"Je n’ai rien inventé, tout a déjà été écrit il y a 25 ans", explique amèrement le chef du service de maladies infectieuses et tropicales à la Pitié-Salpêtrière, Éric Caumes, dans une interview accordée à Pourquoi Docteur. Selon lui, il y a un véritable problème de diagnostic en France avec les médecins généralistes.
24 médicaments prescrits par jour… pour rien
Le Dr Eric Caumes vient de publier, dans la célèbre revue Clinical Infectious Diseases, une étude dans laquelle il pointe du doigt un grave problème de sur-diagnostic de la maladie de Lyme. Sur 301 patients qui l’ont consulté après avoir été diagnostiqués avec cette maladie, seuls 9,6% ont vu ce diagnostic confirmé. Pour le reste, une montagne d’antibiotiques a été prescrit sans aucune utilité.
"Les patients arrivaient dans mon bureau avec des prescriptions d’antibiotiques qui durent depuis plusieurs années avec zéro bénéfice et beaucoup d’effets indésirables. C’était du grand n’importe quoi. Il y en avait même un qui avait une ordonnance avec 24 médicaments à prendre par jour", s’insurge-t-il.
80% des patients sous antibiotiques… pour rien
Après la première consultation, il a arrêté les antibiotiques chez la moitié des patients. "Ce que j’ai fait, c’est que j’ai écouté les patients. J’ai fait ce que l’on appelle une approche hollistique. En utilisant le traitement des preuves, je me suis rendu compte que 80% des malades ont reçu des antibiotiques pour rien".
Finalement, le diagnostic de la maladie de Lyme a été confirmé chez 9,6% des patients. "Pour les autres, il y avait une véritable perte.
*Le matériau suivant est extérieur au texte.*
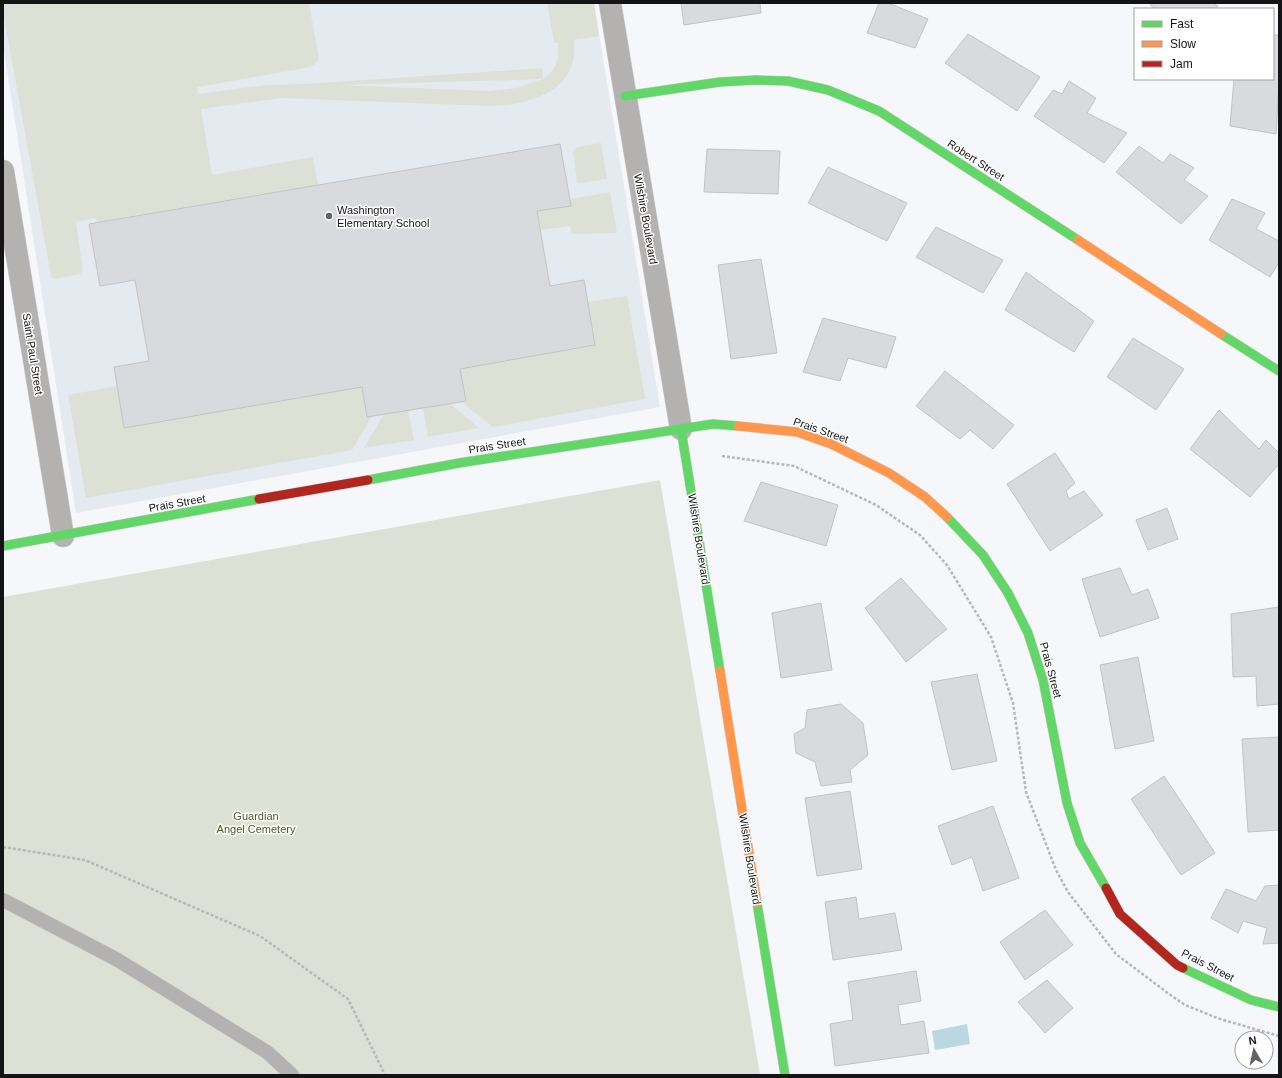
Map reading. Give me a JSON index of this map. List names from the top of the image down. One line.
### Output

Ils n’étaient pas soignés correctement", nous explique-t-il. Un tiers d’entre eux souffraient de problèmes psychologiques. Le reste souffrait de maladies rhumatologiques ou musculaires (19%), de maladies neurologiques (15,2%) ou d’autres maladies (33,7%) dont un nombre non négligeable de syndrome d’apnée du sommeil.
"Nommer, c’est apaiser"
Le Pr Éric Caumes nous rappelle que dans le cadre des maladies infectieuses, "le traitement est normalement rapide. La guérison prend environ 48 heures après la prise des antibiotiques. Or, j’avais un patient qui, par exemple, avait une ordonnance sur laquelle était écrit ‘à prendre jusqu’à guérison’. C’est juste pas possible", souffle-t-il.
Fin philosophe, il cite Roland Barthes pour tenter de comprendre ce problème de sur-diagnostic : "nommer, c’est apaiser". "En mettant un nom sur la maladie du patient, ce dernier se sent rassur2. Mais le problème ici c’est que la maladie annoncée n’avait rien à voir avec la réalité", fulmine-t-il.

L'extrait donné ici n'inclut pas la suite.